─── Supplied records
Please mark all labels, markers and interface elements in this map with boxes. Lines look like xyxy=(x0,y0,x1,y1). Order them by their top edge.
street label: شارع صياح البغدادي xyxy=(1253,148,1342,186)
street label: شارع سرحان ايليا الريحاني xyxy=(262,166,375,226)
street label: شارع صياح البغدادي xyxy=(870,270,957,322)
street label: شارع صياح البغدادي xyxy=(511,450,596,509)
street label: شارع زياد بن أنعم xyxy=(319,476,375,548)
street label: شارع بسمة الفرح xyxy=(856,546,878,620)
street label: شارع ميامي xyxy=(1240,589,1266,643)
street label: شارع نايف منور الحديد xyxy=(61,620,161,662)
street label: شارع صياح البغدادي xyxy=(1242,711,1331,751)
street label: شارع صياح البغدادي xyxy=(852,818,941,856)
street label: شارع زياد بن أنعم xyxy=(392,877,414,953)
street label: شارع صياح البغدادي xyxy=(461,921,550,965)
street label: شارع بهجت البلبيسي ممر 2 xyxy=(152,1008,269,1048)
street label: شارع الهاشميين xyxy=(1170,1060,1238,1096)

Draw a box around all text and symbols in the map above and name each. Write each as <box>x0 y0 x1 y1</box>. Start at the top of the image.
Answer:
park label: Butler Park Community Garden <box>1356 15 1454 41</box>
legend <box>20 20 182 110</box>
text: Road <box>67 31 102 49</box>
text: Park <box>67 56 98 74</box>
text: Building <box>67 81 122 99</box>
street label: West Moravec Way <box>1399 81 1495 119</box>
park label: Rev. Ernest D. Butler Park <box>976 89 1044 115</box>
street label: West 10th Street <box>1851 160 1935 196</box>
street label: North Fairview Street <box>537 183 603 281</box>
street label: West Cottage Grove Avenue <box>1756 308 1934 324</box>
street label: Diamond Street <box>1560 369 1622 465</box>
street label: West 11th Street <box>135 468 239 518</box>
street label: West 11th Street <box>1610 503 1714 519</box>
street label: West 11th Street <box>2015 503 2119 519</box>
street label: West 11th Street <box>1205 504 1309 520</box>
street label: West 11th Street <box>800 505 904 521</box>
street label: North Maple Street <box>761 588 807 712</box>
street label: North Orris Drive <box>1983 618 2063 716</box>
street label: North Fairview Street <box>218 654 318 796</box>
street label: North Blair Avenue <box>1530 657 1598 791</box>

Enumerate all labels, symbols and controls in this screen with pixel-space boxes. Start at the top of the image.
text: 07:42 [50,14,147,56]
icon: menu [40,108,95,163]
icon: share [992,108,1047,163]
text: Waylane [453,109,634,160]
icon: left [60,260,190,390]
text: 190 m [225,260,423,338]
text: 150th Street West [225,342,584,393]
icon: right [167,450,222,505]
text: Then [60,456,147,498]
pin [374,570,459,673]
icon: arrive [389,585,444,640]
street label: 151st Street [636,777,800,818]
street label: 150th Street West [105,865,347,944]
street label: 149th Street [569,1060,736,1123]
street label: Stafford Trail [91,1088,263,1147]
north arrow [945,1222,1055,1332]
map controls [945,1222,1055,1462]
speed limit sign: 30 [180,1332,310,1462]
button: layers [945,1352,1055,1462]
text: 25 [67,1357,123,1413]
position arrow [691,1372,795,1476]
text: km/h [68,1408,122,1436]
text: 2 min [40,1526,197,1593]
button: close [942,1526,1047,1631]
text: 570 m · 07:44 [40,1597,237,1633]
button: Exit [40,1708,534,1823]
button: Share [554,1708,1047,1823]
──────
• **Prompt**
Among the lines of the data, find every one that holds "البغدادي" and copy it.

• **Solution for this problem**
street label: شارع صياح البغدادي xyxy=(1253,148,1342,186)
street label: شارع صياح البغدادي xyxy=(870,270,957,322)
street label: شارع صياح البغدادي xyxy=(511,450,596,509)
street label: شارع صياح البغدادي xyxy=(1242,711,1331,751)
street label: شارع صياح البغدادي xyxy=(852,818,941,856)
street label: شارع صياح البغدادي xyxy=(461,921,550,965)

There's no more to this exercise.